_Dataset content_:
__________________________________________________

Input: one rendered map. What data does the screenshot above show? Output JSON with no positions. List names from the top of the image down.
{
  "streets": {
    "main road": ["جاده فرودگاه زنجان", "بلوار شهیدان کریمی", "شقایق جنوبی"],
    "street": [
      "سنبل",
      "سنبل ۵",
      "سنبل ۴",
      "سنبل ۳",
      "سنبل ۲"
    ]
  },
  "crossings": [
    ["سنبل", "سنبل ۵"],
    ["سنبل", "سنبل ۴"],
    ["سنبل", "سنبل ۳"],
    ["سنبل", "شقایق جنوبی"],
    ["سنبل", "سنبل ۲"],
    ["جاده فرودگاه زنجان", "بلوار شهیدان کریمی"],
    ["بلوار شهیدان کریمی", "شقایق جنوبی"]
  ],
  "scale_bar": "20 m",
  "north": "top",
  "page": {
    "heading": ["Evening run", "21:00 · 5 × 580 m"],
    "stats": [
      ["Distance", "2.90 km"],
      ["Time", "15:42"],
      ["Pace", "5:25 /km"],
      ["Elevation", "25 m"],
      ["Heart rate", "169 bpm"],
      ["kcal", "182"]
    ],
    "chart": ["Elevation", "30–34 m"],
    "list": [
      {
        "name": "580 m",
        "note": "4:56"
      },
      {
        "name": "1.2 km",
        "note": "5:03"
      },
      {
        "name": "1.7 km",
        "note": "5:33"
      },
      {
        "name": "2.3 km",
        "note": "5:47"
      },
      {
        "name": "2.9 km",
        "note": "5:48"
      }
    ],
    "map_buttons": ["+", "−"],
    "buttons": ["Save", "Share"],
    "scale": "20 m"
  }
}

__________________________________________________

_Exercise instructions_:
Go through the entries above and restate each one exactly.

_Answer to this task_:
Input: one rendered map. What data does the screenshot above show? Output JSON with no positions. List names from the top of the image down.
{
  "streets": {
    "main road": ["جاده فرودگاه زنجان", "بلوار شهیدان کریمی", "شقایق جنوبی"],
    "street": [
      "سنبل",
      "سنبل ۵",
      "سنبل ۴",
      "سنبل ۳",
      "سنبل ۲"
    ]
  },
  "crossings": [
    ["سنبل", "سنبل ۵"],
    ["سنبل", "سنبل ۴"],
    ["سنبل", "سنبل ۳"],
    ["سنبل", "شقایق جنوبی"],
    ["سنبل", "سنبل ۲"],
    ["جاده فرودگاه زنجان", "بلوار شهیدان کریمی"],
    ["بلوار شهیدان کریمی", "شقایق جنوبی"]
  ],
  "scale_bar": "20 m",
  "north": "top",
  "page": {
    "heading": ["Evening run", "21:00 · 5 × 580 m"],
    "stats": [
      ["Distance", "2.90 km"],
      ["Time", "15:42"],
      ["Pace", "5:25 /km"],
      ["Elevation", "25 m"],
      ["Heart rate", "169 bpm"],
      ["kcal", "182"]
    ],
    "chart": ["Elevation", "30–34 m"],
    "list": [
      {
        "name": "580 m",
        "note": "4:56"
      },
      {
        "name": "1.2 km",
        "note": "5:03"
      },
      {
        "name": "1.7 km",
        "note": "5:33"
      },
      {
        "name": "2.3 km",
        "note": "5:47"
      },
      {
        "name": "2.9 km",
        "note": "5:48"
      }
    ],
    "map_buttons": ["+", "−"],
    "buttons": ["Save", "Share"],
    "scale": "20 m"
  }
}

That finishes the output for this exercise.